Supplied material:
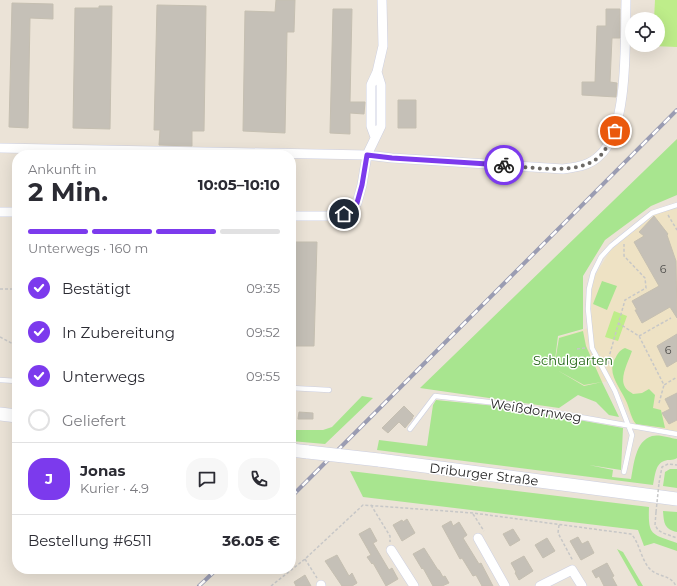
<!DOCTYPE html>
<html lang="de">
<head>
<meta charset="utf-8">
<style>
	body { margin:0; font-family:Montserrat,sans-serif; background:#f7f7f7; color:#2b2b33; height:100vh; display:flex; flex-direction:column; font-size:15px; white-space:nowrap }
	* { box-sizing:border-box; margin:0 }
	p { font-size:13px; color:#7c7c81 }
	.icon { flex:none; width:22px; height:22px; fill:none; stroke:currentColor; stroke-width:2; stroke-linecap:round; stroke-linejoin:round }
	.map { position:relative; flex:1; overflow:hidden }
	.drawer { position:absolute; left:12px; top:150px; width:284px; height:424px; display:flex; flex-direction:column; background:#fff; border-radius:16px; box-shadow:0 4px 16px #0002 }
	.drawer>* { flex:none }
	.buttons { position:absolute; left:625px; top:12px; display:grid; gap:8px }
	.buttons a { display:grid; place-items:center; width:40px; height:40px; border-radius:50%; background:#fff; box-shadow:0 4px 16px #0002; font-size:20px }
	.pin { position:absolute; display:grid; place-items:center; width:34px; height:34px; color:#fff; margin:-17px; border:2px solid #fff; border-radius:50%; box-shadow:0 1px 4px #0007 }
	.courier { position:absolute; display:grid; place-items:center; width:40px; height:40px; margin:-20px; border:3px solid #7c3aed; border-radius:50%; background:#fff; color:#222; box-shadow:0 1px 5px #0007 }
	.summary em { font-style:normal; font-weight:700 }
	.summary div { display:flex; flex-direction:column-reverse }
	.summary { display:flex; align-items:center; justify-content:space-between; height:68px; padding:0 16px }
	h1 { font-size:26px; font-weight:700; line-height:30px }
	.bar { display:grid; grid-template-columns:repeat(4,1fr); gap:6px 4px; align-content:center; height:48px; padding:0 16px }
	.bar i { height:5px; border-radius:3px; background:#e1e1e2 }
	.bar .on { background:#7c3aed }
	.bar p { grid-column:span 4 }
	.line { display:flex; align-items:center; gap:10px; padding:0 16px; border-top:1px solid #e1e1e2 }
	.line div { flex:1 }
	.round { display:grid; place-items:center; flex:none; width:42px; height:42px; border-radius:16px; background:#f7f7f7 }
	ol { padding:0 16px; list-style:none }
	li { display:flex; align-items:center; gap:12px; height:44px }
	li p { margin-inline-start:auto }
	li .icon { padding:4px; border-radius:50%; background:#7c3aed; color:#fff; stroke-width:4 }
	li:last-child { color:#7c7c81 }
	li i { width:22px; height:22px; border:2px solid #e1e1e2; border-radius:50% }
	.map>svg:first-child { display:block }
	.education { fill:#eee2c4 }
	.green { fill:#a8e58f }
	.pitch { fill:#beed8a }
	.building { fill:#c5c0b7; stroke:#c5bfb1 }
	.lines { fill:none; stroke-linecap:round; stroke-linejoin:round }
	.service-casing { stroke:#cccfe1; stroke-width:5.5 }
	.minor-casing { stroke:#cccfe1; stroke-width:10 }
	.secondary-casing { stroke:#cccfe1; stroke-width:14 }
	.path { stroke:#c7c7c7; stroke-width:1.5; stroke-dasharray:3 2; stroke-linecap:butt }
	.service { stroke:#fff; stroke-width:4.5 }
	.minor { stroke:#fff; stroke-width:9 }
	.secondary { stroke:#fff; stroke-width:13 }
	.rail-casing { stroke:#9a9cb2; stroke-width:4 }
	.rail { stroke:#fff; stroke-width:2.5; stroke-dasharray:8; stroke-linecap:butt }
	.secondary-bridge-casing { stroke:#cccfe1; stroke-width:14; stroke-linecap:butt }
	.path-bridge { stroke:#c7c7c7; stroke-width:1.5; stroke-dasharray:3 2; stroke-linecap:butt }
	.secondary-bridge { stroke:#fff; stroke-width:13 }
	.done { stroke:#6c6965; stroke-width:4; stroke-dasharray:0 7.2 }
	.route { stroke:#7c3aed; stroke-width:5 }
	.labels { text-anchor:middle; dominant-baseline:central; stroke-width:3; stroke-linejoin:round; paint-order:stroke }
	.number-label { font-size:11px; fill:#4e4d4b }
	.park-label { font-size:13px; fill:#226515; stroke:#fff }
	.street-label { font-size:13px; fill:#272727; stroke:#fff }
</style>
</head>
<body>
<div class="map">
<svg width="677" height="586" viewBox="0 0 677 586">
	<rect width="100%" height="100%" fill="#ebe3d7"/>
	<path class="education" d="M677 206V432L634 424 613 380 584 386 554 368 559 337 592 327 591 303 593 279 610 251 653 214Z"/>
	<path class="green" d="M677 139V195L651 206 605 240 583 276V329L558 336 554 368 559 338 583 331 586 346 602 382 584 385 557 370 584 386 602 382 619 417 609 415 596 402 578 395 559 408 420 388Z
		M602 281 617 286 607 310 593 304Z
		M625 348 632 351C629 360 619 378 625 387 626 390 631 392 633 394L642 393 649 389 655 395 653 408 661 410 665 428 636 424C631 418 630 410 627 403 621 388 605 373 616 357 618 353 620 350 625 348Z
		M362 396 373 398 325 444 291 441V430H323L332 427Z
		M436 400 506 407 623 428 621 470 589 465 613 470 612 477 631 479C634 465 635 441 652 436 659 434 670 438 677 439V458C672 461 669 459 664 461 655 464 655 477 653 485L377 450 379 440 427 446 433 405Z
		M670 469H677V488L663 486 665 472Z
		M350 471 649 507C648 536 651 534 677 543V551L654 543 644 546 638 530 363 497Z
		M663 511 677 512V532C664 529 664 523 663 511Z
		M617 549 623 552 643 586H638Z"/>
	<path class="pitch" d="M655 0H677V47L653 46V45H658V19H654Z
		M614 311 627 316 618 341 605 337Z"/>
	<path class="building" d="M276 0H295L294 32H287L285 133 243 131 245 11 275 12Z
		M12 3 53 4V19L30 18 28 128 9 127Z
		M157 5 206 6 204 131H192V146L159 145 160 130H154Z
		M99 6H112L110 129 73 128 75 8H99Z
		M333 9H352L350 102H365L364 114 350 113V134L330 133Z
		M606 9H620V38H612L610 82 617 83 616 97 582 95V82H595L597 26H606Z
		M398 100H416V128H398Z
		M654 216 668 234 667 235 676 261 677 318 670 307 642 323 635 310H637L632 301 659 286 634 242 644 236 639 232Z
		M295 242H317L314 346H293Z
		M677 334V361L667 367 657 346Z
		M677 393V420L669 424 662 413 670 409 665 399Z
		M404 406 414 416 412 417 413 418 405 428 399 422 388 433 382 428Z
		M299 412 313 413V419H298Z
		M407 519 415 533 402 541 393 525 402 520 403 522Z
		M451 521 453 526 459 522 467 535 463 538 479 564 481 563 493 586H482L476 575 473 576 462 558 460 559 442 526Z
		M370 528 377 541 373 543 389 570 392 568 398 579 386 586 373 563 372 564 367 557 371 555 359 534Z
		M513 529 520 540 510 546 503 534Z
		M578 537 582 544 588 541 594 553 581 560 570 541Z
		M547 538 555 551 543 558 535 545Z
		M424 548 438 570H439L443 577 445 576 449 583 442 586H433L423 568 422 569 413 554Z
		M337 555 349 576 352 573 357 583 352 586H342L325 561Z
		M524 556 533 571 519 580 515 573 516 572 511 563Z
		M607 563 614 576 612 577 617 586H604L599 576 596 578 592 571Z
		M305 575 311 586H296L294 582Z"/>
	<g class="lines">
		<g class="service-casing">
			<path id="service" d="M0 380 17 381
				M291 388 329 390
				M410 429 435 396 506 404 677 434
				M624 472 632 435 615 391 592 348 588 309 589 289 593 273 601 257 611 246 652 213 677 205"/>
		</g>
		<g class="minor-casing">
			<path id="minor" d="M375 137 371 126V85L377 72
				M0 148 367 155 392 158 563 169C576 167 589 166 599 156 629 131 625 38 626 0
				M0 212H17
				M291 216H334L344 214 357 203 362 185 367 155 381 126V85L377 72 383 46 382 0
				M478 538 505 586
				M391 550 414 586
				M321 585V586
				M540 586 572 570 582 586"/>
		</g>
		<g class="secondary-casing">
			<path id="secondary" d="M0 414 17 416
				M291 450 308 452
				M379 460 677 499"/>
		</g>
		<path class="path" d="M668 215 677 230
			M0 289H17
			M618 323 639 336 664 385 677 377
			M639 336 671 318
			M0 337 17 346
			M577 349 585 348
			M609 364V357L625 300 646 288 645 278 624 256V244
			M659 403 664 385
			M659 483 662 467 668 464 677 465
			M371 505 390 536V542
			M656 512 655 525 658 530 663 533 677 538
			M473 514 484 531
			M559 525 558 533 573 561
			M305 559 317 578
			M271 586 305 559 363 505 473 513 631 534C639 541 641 560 650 569 659 578 670 574 676 586"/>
		<use href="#service" class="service"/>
		<use href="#minor" class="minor"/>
		<use href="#secondary" class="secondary"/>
		<g class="rail-casing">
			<path id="rail" d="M291 497 677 110
				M199 586 217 569"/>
		</g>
		<use href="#rail" class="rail"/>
		<g class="secondary-bridge-casing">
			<path id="secondary-bridge" d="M308 452 379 460"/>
		</g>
		<path class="path-bridge" d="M656 512 659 483"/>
		<use href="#secondary-bridge" class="secondary-bridge"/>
	</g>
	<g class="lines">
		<path class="done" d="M504 165C531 167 580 177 601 155 607 148 611 139 615 131"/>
		<path class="route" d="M344 214 357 203 362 185 367 155 392 158 504 165"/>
	</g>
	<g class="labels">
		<g class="number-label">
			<text x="663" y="269">6</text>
			<text x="668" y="350">6</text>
		</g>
		<g class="park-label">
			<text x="573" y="360">Schulgarten</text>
		</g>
		<g class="street-label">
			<text transform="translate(536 410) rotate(9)">Weißdornweg</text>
			<text transform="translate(484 474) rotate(7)">Driburger Straße</text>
		</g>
	</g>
</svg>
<div class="buttons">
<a><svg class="icon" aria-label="locate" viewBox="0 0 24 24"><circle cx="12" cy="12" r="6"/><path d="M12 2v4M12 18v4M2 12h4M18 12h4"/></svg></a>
</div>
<div class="pin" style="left:615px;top:131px;background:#ea580c"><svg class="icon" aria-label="bag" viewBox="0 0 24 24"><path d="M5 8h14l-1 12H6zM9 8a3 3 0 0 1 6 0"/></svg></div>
<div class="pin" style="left:344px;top:214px;background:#1f2937"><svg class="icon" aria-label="home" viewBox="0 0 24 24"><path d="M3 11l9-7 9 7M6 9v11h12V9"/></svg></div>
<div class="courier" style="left:504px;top:165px"><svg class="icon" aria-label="bike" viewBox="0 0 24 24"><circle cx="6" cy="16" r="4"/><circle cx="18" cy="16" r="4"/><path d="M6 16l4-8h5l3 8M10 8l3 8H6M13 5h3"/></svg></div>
<section class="drawer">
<div class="summary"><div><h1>2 Min.</h1><p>Ankunft in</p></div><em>10:05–10:10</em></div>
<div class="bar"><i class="on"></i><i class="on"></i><i class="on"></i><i></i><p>Unterwegs · 160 m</p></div>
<ol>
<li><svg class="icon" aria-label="check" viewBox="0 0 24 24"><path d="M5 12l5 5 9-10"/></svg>Bestätigt<p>09:35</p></li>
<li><svg class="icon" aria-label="check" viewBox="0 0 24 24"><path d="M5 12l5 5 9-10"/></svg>In Zubereitung<p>09:52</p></li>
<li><svg class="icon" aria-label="check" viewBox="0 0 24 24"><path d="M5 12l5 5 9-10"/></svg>Unterwegs<p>09:55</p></li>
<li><i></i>Geliefert</li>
</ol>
<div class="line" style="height:72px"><b class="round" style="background:#7c3aed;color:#fff">J</b><div><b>Jonas</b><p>Kurier · 4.9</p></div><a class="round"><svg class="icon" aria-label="chat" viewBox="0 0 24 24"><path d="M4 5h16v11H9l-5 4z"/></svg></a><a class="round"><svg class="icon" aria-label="phone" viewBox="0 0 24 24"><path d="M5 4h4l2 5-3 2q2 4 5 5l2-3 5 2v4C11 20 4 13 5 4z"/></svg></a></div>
<div class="line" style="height:52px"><div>Bestellung #6511</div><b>36.05 €</b></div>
</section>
</div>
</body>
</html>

Exercise prompt: Counting only lines that contain "buttons", what is the total for the entries above? Give the number alone.

Response area: 3